[WORK REQUEST]
Copy the data precisely, character for character, and leave out every picture.

[DATA BELOW]
■ ■ ■ ■ ■
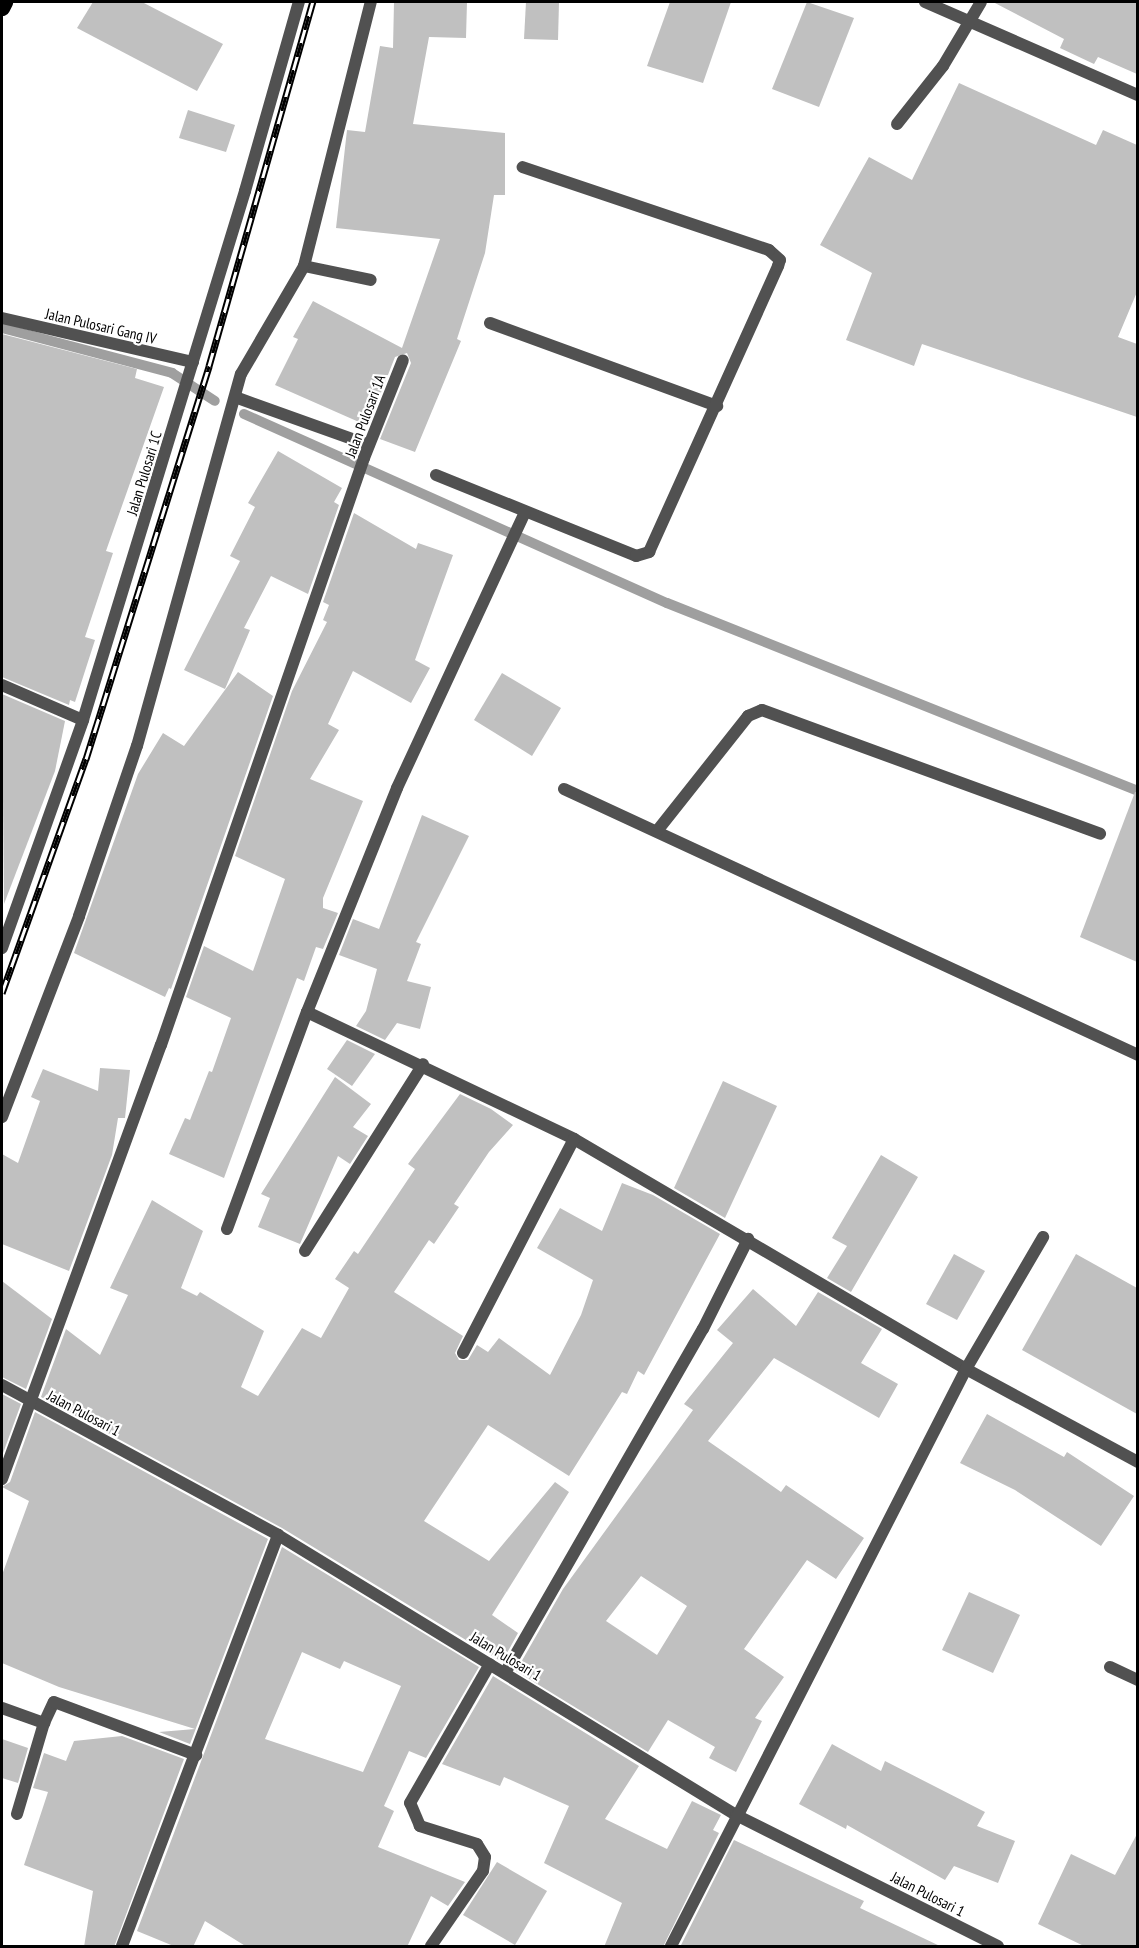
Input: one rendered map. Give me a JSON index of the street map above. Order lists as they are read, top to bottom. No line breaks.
{"streets":{"street":["Jalan Pulosari Gang IV","Jalan Pulosari 1A","Jalan Pulosari 1C","Jalan Pulosari 1"]},"crossings":[["Jalan Pulosari Gang IV","Jalan Pulosari 1C"],["Jalan Pulosari 1A","Jalan Pulosari 1"]]}
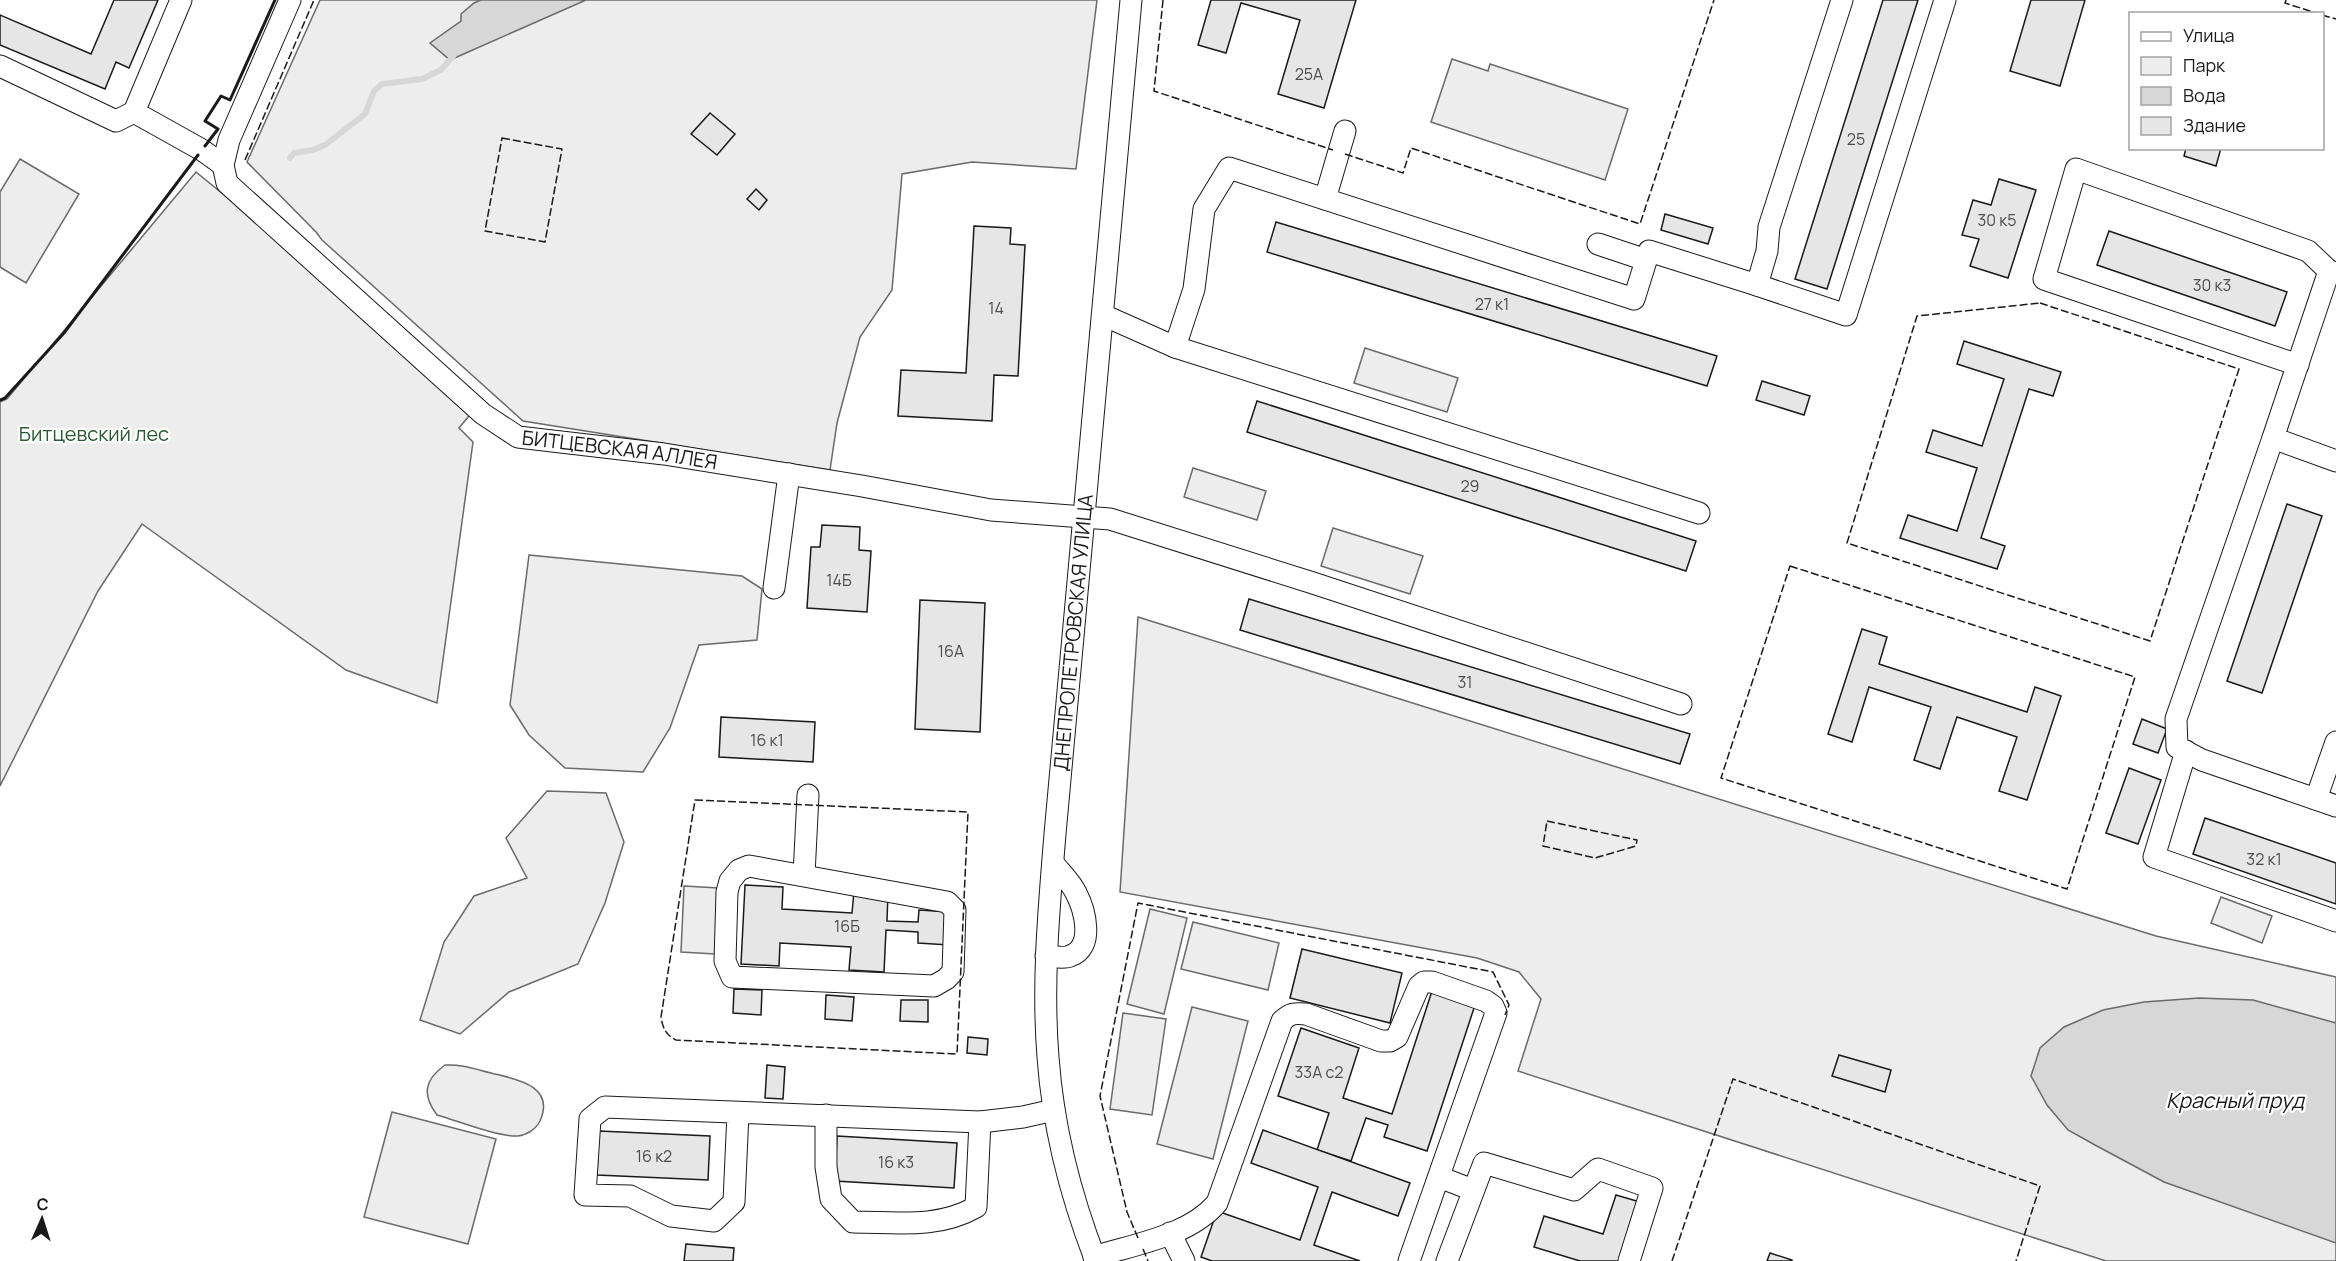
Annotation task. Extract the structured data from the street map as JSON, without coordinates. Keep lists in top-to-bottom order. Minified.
■ ■ ■ ■ ■
[EXPECTED ANSWER]
Input: one rendered map. Give me a JSON index of the street map above. Order lists as they are read, top to bottom. No line breaks.
{"streets":{"street":["Jalan Pulosari Gang IV","Jalan Pulosari 1A","Jalan Pulosari 1C","Jalan Pulosari 1"]},"crossings":[["Jalan Pulosari Gang IV","Jalan Pulosari 1C"],["Jalan Pulosari 1A","Jalan Pulosari 1"]]}
Annotation task. Extract the structured data from the street map as JSON, without coordinates. Keep lists in top-to-bottom order. Minified.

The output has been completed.